What makes a city feel the way it does? Is it the art and the music? The people and how they view themselves? What about the infinite, minuscule details of the place, whether they are recognized or ignored completely? Three-time Hugo Award winner N.K. Jemisin shows us her version of the answers, and they add up to something bigger than the sum of its parts. In The City We Became, a magical novel of breadth and precision, Jemisin builds a version of New York City that is more than the borders of its boroughs. This New York is alive.
Cities, we learn, are like any other living organism. They are born, they develop, they get sick, they can die. Like a hive communicating through a shared consciousness, a city is sustained by everyone and everything in it. At a certain stage of life, cities awaken avatars, people who are attuned to this consciousness, able to understand it and, from time to time, channel its power.

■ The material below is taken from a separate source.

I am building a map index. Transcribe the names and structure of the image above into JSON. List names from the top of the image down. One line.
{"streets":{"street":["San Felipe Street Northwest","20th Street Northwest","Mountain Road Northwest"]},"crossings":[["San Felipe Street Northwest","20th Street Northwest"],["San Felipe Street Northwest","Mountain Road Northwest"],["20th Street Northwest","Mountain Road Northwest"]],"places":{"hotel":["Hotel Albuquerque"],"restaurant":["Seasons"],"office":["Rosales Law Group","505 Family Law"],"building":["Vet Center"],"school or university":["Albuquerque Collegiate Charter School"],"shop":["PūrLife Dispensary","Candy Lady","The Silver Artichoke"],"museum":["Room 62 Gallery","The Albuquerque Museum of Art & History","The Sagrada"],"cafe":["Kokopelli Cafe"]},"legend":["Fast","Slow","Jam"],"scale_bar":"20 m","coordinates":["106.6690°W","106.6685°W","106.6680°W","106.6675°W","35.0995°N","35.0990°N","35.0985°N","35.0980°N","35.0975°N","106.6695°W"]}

Cities also have enemies. When a primordial evil arrives through space and time, hellbent on corrupting and destroying New York, the avatars of all five boroughs awaken to do battle—and fight off what could be the death of the city.
I’ve not read another book like this in years. Jemisin takes a concept that can be abstracted to the simplest of questions (What if cities were alive?) and wraps an adventure around it. That adventure takes center stage in the many scenes that read more like a superhero movie than a fantasy novel, such as when a towering Lovecraftian tentacle bursts from the river to destroy the Williamsburg Bridge. However, Jemisin’s most beautiful passages deliver attentive descriptions of New York’s melting pot of people. Her characters’ life experiences—racial, sexual, financial—bring perspectives that are deeply important to and often missing from contemporary literature, particularly in the fantasy genre.
Jemisin lives in Brooklyn, and it’s clear that New York has impacted her life in innumerable ways. I confess, I don’t know New York well myself, but reading this book left me thinking about my own city, how I’m connected to it and how far I would go to save it. To what parts of the whole have I contributed? If it were alive, what would it say?